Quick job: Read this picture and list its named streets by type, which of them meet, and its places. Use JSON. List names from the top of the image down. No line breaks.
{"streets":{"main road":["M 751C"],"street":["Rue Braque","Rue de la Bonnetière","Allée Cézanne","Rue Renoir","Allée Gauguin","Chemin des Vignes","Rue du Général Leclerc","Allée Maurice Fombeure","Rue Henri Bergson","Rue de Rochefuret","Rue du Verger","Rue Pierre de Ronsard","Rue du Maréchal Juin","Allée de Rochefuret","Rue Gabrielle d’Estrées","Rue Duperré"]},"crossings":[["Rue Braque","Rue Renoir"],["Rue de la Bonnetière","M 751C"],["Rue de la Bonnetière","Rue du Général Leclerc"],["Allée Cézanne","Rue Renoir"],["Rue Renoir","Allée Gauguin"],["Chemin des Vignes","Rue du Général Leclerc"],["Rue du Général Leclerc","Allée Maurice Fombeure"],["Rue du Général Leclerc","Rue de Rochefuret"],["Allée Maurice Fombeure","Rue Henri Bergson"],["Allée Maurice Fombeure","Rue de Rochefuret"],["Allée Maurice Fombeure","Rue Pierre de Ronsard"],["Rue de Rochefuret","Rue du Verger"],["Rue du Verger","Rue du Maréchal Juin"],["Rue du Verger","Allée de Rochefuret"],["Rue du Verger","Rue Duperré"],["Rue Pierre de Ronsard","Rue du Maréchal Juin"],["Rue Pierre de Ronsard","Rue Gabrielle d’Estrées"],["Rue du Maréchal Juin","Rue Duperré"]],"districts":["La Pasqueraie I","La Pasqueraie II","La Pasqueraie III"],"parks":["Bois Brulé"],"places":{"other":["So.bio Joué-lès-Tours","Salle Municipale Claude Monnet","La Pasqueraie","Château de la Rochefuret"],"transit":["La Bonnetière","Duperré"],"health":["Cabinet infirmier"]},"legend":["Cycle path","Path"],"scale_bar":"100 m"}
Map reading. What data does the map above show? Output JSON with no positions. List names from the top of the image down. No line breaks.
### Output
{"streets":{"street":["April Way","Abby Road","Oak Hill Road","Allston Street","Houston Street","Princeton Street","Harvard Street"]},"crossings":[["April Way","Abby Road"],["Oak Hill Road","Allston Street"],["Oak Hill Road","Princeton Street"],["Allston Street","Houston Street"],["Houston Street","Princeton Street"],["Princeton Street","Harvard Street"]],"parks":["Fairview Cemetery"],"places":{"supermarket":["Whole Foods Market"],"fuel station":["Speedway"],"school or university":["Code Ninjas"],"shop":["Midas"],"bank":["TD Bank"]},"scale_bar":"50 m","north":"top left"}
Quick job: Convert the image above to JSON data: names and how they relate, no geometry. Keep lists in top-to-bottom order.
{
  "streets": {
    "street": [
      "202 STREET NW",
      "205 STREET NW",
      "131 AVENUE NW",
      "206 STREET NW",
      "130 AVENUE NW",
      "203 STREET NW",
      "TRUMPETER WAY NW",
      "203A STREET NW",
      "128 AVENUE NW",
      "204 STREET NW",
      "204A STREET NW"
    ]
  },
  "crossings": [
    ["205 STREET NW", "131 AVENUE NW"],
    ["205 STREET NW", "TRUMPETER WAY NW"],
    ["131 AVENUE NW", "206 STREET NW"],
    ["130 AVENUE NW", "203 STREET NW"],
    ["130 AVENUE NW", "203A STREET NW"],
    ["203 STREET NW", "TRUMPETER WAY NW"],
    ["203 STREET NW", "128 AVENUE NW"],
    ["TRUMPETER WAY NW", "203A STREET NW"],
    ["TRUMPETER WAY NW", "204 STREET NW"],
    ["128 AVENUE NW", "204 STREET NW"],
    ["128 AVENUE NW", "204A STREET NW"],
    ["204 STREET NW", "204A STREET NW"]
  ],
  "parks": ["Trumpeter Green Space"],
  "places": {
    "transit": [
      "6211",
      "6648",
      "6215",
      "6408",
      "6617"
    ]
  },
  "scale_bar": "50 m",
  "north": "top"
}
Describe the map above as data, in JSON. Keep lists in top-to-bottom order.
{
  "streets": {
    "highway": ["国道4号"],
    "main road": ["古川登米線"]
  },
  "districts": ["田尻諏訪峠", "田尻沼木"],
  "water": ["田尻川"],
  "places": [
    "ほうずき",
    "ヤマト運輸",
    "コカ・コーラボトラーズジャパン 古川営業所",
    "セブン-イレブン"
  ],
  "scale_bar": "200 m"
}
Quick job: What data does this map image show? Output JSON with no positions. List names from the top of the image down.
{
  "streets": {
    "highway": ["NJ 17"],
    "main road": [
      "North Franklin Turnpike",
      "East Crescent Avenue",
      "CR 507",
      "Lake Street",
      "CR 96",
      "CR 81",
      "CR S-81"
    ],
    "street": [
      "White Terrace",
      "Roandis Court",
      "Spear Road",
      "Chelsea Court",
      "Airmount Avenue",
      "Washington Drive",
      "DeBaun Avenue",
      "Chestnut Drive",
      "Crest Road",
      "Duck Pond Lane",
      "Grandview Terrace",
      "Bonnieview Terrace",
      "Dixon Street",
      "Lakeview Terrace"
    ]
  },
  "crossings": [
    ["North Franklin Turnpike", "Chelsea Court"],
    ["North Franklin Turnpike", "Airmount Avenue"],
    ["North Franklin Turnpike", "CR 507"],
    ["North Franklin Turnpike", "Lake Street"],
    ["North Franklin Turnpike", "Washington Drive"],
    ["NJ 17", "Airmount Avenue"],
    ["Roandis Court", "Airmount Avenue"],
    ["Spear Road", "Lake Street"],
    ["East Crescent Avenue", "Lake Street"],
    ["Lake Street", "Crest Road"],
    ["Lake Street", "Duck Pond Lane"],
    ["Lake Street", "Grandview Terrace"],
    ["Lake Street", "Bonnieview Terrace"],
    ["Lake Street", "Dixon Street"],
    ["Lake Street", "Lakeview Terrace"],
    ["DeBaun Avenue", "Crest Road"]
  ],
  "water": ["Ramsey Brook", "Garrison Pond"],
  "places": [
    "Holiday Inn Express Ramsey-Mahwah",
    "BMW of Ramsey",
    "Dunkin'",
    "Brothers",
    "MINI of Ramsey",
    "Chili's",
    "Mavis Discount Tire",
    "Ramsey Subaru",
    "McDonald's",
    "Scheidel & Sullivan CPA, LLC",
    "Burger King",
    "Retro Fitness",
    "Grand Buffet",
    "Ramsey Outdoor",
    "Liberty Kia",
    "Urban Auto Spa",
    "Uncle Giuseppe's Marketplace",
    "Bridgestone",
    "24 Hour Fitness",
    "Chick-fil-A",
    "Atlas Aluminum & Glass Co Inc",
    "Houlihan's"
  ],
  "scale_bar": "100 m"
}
+===+
* **WHAT TO PRODUCE**: Scan the material above for the string "Bonnieview" and report each line where you find it.

* **ANSWER TO THIS TASK**:
      "Bonnieview Terrace",
    ["Lake Street", "Bonnieview Terrace"],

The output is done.